RAW DATA:

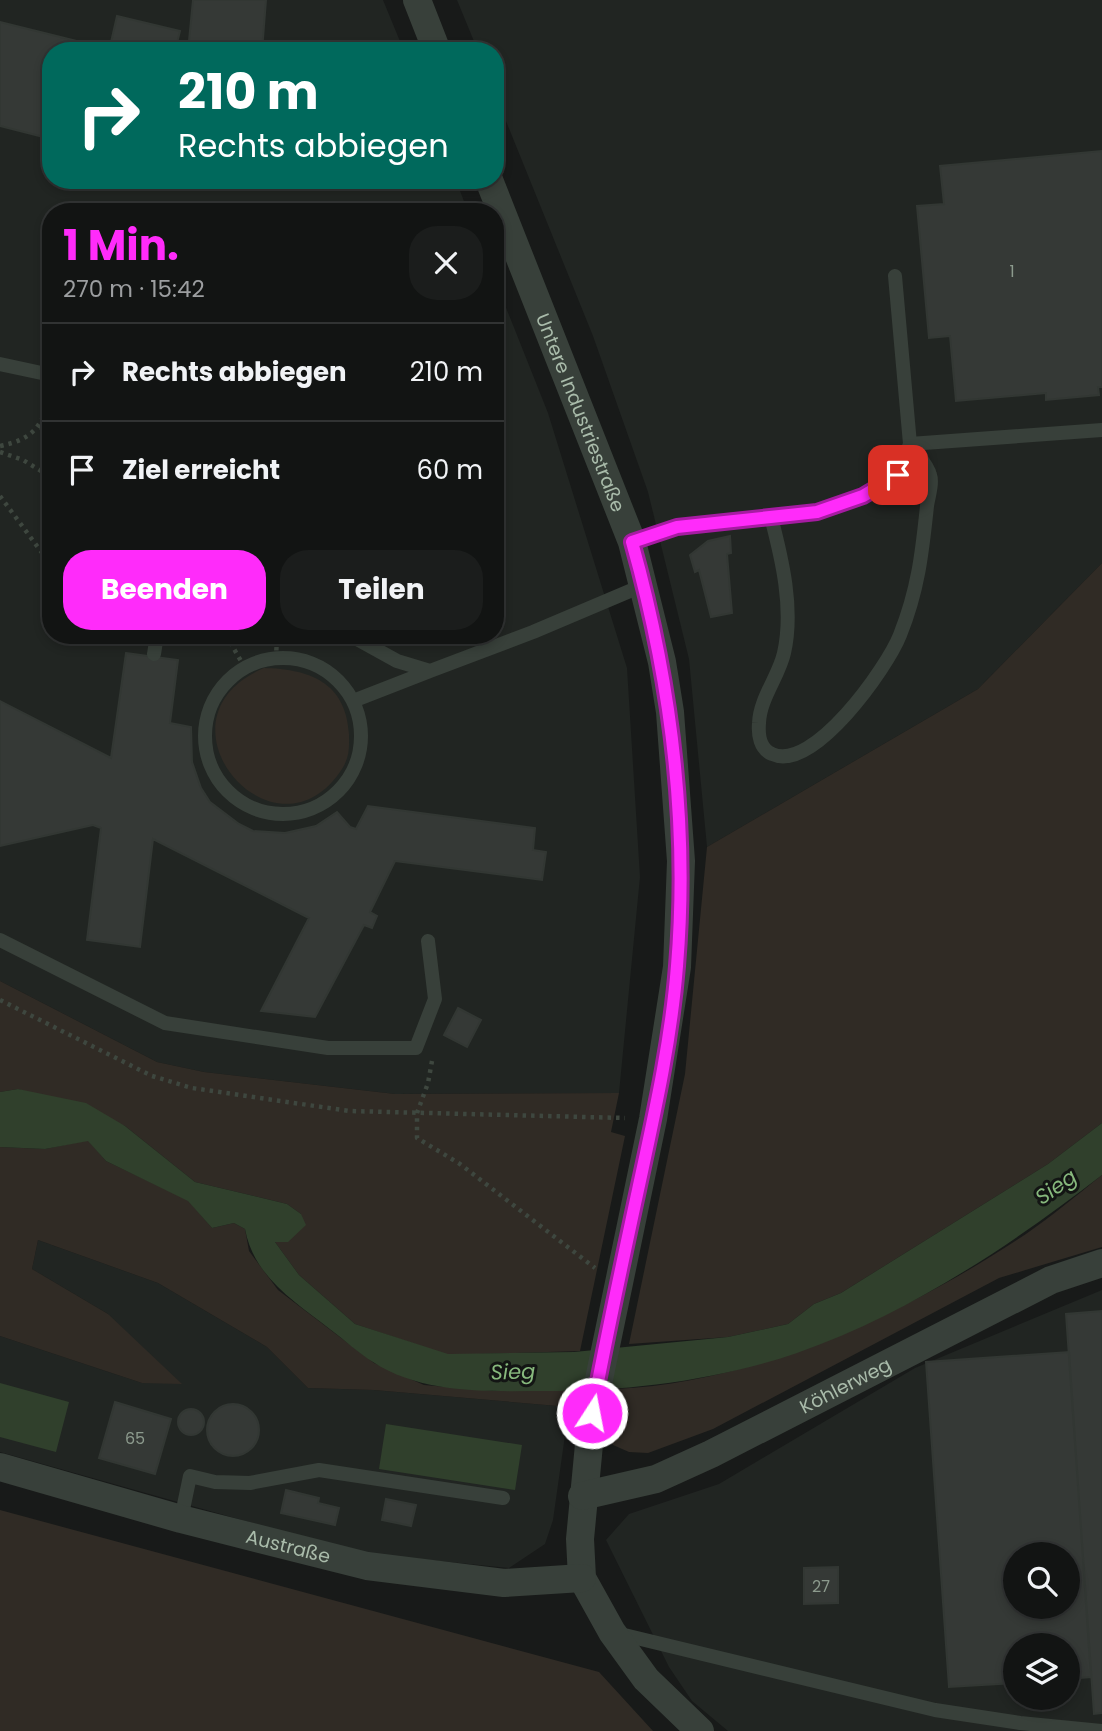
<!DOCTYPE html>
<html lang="de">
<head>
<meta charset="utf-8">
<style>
  body { margin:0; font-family:Poppins,sans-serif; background:#1b1d1c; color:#f1f3f6; height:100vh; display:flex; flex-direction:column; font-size:26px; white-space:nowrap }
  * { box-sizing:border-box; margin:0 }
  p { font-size:23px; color:#9c9ea0 }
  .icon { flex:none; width:38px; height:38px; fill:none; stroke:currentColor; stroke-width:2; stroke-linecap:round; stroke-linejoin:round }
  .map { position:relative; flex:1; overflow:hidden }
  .drawer { position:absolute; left:42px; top:203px; width:462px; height:441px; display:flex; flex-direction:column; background:#121413; border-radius:28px; box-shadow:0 4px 10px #0003,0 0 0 2px #313333 }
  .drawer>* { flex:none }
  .banner { position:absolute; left:42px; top:42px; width:462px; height:147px; border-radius:28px; box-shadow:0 4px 10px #0003,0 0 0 2px #313333; background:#00695c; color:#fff; overflow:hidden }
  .buttons { position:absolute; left:1003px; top:1542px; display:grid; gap:14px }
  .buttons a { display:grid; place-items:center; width:77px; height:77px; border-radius:50%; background:#121413; box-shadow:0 4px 10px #0003,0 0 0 2px #313333; font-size:35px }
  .pin { position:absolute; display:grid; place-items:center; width:60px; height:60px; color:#fff; margin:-30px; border-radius:14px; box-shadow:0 4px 10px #0006 }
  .me { position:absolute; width:77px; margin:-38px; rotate:11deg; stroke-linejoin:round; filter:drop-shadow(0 0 5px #0008) }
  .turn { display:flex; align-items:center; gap:24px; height:147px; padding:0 21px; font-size:32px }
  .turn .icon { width:91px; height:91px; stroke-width:2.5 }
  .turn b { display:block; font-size:49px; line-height:60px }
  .round { display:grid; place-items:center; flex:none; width:74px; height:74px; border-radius:28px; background:#1b1d1c }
  .head { display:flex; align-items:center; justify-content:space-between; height:119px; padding:0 21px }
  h1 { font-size:42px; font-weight:700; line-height:52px; color:#ff2bfa }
  .primary-button { display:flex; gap:14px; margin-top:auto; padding:14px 21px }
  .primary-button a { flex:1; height:80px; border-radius:28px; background:#ff2bfa; color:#fff; font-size:28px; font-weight:700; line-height:80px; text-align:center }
  .primary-button a+a { background:#1b1d1c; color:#f1f3f6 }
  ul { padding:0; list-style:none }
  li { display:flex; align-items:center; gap:21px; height:98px; padding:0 21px; border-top:2px solid #313333 }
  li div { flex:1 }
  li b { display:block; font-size:26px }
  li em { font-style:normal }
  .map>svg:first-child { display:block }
</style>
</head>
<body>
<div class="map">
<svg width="1102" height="1731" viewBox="0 0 1102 1731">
  <rect width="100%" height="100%" fill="#181a19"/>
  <path fill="#212522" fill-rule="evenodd" d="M0 0H383L404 51H51V180H456L468 212H51V635H495V280L548 413 627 668 640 877 619 1093 395 1094 204 1072 157 1062 0 981Z
    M457 0H1102V563L978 689 707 847 689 659 648 492 593 336 495 94V51H478Z
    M38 1240 158 1283 267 1347 308 1388 374 1390 569 1407 553 1520 545 1544 509 1568 359 1553 0 1452V1336L142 1383 108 1314 32 1269Z
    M1102 1290V1731H728L692 1701 669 1667 606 1540 629 1514 719 1484 915 1368ZM1015 1554H1068V1606H1015ZM1015 1645H1068V1698H1015Z"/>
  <path fill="#302b25" d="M1102 563V1123L1048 1164 841 1293 814 1304 788 1324 728 1337 629 1344 685 1074 707 847 978 689Z
    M264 668C309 669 346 682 349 734 349 748 350 756 342 769 275 872 144 719 264 668Z
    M0 981 157 1062 204 1072 395 1094 619 1093 611 1132 625 1136 580 1351 448 1355 355 1324 299 1275 275 1242 301 1214 287 1204 195 1182 125 1126 18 1089 0 1092Z
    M88 1140 106 1161 188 1200 212 1228 234 1223 245 1229 249 1251 278 1290 374 1363 424 1385 493 1391H575L569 1407 374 1390 308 1388 267 1347 158 1283 38 1240 32 1269 108 1314 182 1384 142 1383 0 1336V1147L45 1149Z
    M1102 1175V1247L999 1278 713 1429 648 1453 629 1452 613 1445 606 1423 616 1389C758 1383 909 1312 1026 1234 1052 1216 1077 1195 1102 1175Z
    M0 1510 599 1672 653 1731H0Z"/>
  <path fill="#30402c" d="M18 1089 86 1103 125 1126 195 1182 287 1204 301 1214 306 1225 288 1242H275L299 1275 355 1324 448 1354 574 1352 728 1337 788 1324 814 1304 841 1293 1048 1164 1102 1123V1175C1010 1246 908 1314 797 1353 718 1380 631 1391 547 1391 489 1391 424 1395 373 1362 358 1353 345 1340 331 1330 294 1301 254 1277 245 1229L234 1223 212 1228 188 1201 106 1161 88 1141 45 1149 0 1147V1092Z
    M0 1383 69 1402 56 1452 0 1437Z
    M386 1424 522 1445 515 1490 379 1469Z"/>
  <path fill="#353936" stroke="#323733" stroke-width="2" fill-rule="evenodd" d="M193 0H266L262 51H188Z
    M117 16 180 31 175 51H109Z
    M0 22 109 49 51 51V139L0 126Z
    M1102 151V387H1098L1099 395 1046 400V393L956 401 950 336 929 338 917 206 944 204 940 166Z
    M730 536 731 553 727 554 732 613 711 617 699 570 695 572 690 555 708 541Z
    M126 653 178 660 170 723 191 727 192 762 201 788 210 802 239 824 253 831 285 833 316 826 337 812 350 827 356 829 368 806 535 828 533 850 546 852 542 880 395 861 370 912 377 916 372 928 364 925 315 1017 261 1011 309 918 153 839 140 947 87 940 101 828 93 825 0 846V701L111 758Z
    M458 1008 481 1020 467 1047 444 1035Z
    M1102 1311V1713L1094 1714 1066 1314Z
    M1069 1352 1091 1677 1068 1679V1645H1015V1683L949 1687 926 1362ZM1015 1554H1068V1606H1015Z
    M115 1402 171 1419 155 1474 99 1458Z
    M207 1430a26 26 0 1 1 52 0a26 26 0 1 1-52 0Z
    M178 1422a13 13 0 1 1 26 0a13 13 0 1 1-26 0Z
    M286 1490 319 1498 318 1503 339 1508 335 1525 281 1513Z
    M386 1499 416 1505 411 1526 382 1520Z
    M838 1567V1603L804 1604V1568Z"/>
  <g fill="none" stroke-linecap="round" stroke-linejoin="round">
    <path stroke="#3e473f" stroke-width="4.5" stroke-dasharray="3.5 5" stroke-linecap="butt" d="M41 426 51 463
      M0 446C33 439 40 428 51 398
      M0 452 23 460 51 477
      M0 496 51 565
      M226 635 245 668
      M276 659 277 635
      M0 1000 152 1076 192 1088 349 1111 625 1118
      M432 1061 428 1083 417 1113V1138L460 1164 595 1268"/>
    <path stroke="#38403a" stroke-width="14" d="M0 364 51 375
      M771 517C782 559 794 609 784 653 779 676 760 698 759 723 758 735 760 749 772 754 813 773 887 668 900 635 918 590 922 554 927 506 928 498 933 483 930 475 928 465 916 453 910 444L1102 430
      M632 542 677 527 817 512 863 496 898 475 910 444 895 276
      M350 635 397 661 430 671 533 632 644 585
      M154 654 157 635
      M205 736a78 78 0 1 1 156 0a78 78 0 1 1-156 0Z
      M353 701 430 671
      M0 940 165 1023 328 1048H416L435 999 428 941
      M181 1519 190 1476 215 1482 250 1483 319 1470 503 1498
      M616 1633 935 1710 1020 1723 1102 1731"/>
    <g stroke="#38403a" stroke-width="28">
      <path d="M417 0 437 51"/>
      <path id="s1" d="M489 180 632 542 662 662 670 712 681 861 677 967 653 1119 592 1413 580 1539 582 1578 612 1632 646 1679 700 1731"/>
      <path id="s2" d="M0 1467 181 1519 367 1566 504 1583 582 1578"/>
      <path id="s3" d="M582 1496 656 1479 711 1454 1051 1280 1102 1263"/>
    </g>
  </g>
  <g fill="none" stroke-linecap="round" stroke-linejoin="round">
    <defs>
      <path id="route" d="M592 1413C606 1338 622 1264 638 1190 654 1116 671 1042 677 966 689 821 671 681 632 542L677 527 817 512 863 496 898 475"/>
    </defs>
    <use href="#route" stroke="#a61ca2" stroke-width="18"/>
    <use href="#route" stroke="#ff2bfa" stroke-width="12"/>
  </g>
  <g text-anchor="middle" stroke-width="6" stroke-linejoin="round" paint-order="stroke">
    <g font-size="16" fill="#8c9a8d">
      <text x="1012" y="277">1</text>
      <text x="135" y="1444">65</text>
      <text x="821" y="1592">27</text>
    </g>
    <g font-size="19" fill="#a9bbaa" stroke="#131514">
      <text dy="7" stroke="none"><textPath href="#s1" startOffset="250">Untere Industriestraße</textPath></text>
      <text dy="7" stroke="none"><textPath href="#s3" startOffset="287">Köhlerweg</textPath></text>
      <text dy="7" stroke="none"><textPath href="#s2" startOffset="299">Austraße</textPath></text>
    </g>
    <g font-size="21" font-style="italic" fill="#87b97d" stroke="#131514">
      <text transform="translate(1056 1187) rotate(-35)" y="7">Sieg</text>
      <text transform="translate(513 1372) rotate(-1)" y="7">Sieg</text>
    </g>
  </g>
</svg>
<div class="buttons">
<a><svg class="icon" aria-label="search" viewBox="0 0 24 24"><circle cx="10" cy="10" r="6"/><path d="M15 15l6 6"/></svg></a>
<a><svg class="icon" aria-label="layers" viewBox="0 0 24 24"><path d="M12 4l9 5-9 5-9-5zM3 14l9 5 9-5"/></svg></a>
</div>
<div class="pin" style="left:898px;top:475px;background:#d93025"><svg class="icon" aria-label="arrive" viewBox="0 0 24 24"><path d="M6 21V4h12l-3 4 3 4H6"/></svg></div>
<svg class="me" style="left:592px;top:1413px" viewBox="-20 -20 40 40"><circle r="17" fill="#ff2bfa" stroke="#fff" stroke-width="3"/><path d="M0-11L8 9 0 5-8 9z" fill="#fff"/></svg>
<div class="banner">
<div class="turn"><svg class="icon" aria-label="right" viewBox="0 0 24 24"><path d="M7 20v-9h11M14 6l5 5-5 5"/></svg><div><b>210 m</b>Rechts abbiegen</div></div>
</div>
<section class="drawer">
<div class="head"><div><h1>1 Min.</h1><p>270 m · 15:42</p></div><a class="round"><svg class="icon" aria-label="close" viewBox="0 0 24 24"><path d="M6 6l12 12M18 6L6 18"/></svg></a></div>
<ul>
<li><svg class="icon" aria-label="right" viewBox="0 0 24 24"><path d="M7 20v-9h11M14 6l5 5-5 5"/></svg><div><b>Rechts abbiegen</b></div><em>210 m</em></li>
<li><svg class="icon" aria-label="arrive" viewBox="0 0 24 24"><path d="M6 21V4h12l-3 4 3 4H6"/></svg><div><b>Ziel erreicht</b></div><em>60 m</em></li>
</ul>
<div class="primary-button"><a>Beenden</a><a>Teilen</a></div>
</section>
</div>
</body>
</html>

EXERCISE REQUIREMENTS:
Your answer should consist only of the lines above between the line holding "M286 1490 319" and the line holding "M181 1519 190", inclusive, each transcribed exactly.

ANSWER TO THE EXERCISE:
    M286 1490 319 1498 318 1503 339 1508 335 1525 281 1513Z
    M386 1499 416 1505 411 1526 382 1520Z
    M838 1567V1603L804 1604V1568Z"/>
  <g fill="none" stroke-linecap="round" stroke-linejoin="round">
    <path stroke="#3e473f" stroke-width="4.5" stroke-dasharray="3.5 5" stroke-linecap="butt" d="M41 426 51 463
      M0 446C33 439 40 428 51 398
      M0 452 23 460 51 477
      M0 496 51 565
      M226 635 245 668
      M276 659 277 635
      M0 1000 152 1076 192 1088 349 1111 625 1118
      M432 1061 428 1083 417 1113V1138L460 1164 595 1268"/>
    <path stroke="#38403a" stroke-width="14" d="M0 364 51 375
      M771 517C782 559 794 609 784 653 779 676 760 698 759 723 758 735 760 749 772 754 813 773 887 668 900 635 918 590 922 554 927 506 928 498 933 483 930 475 928 465 916 453 910 444L1102 430
      M632 542 677 527 817 512 863 496 898 475 910 444 895 276
      M350 635 397 661 430 671 533 632 644 585
      M154 654 157 635
      M205 736a78 78 0 1 1 156 0a78 78 0 1 1-156 0Z
      M353 701 430 671
      M0 940 165 1023 328 1048H416L435 999 428 941
      M181 1519 190 1476 215 1482 250 1483 319 1470 503 1498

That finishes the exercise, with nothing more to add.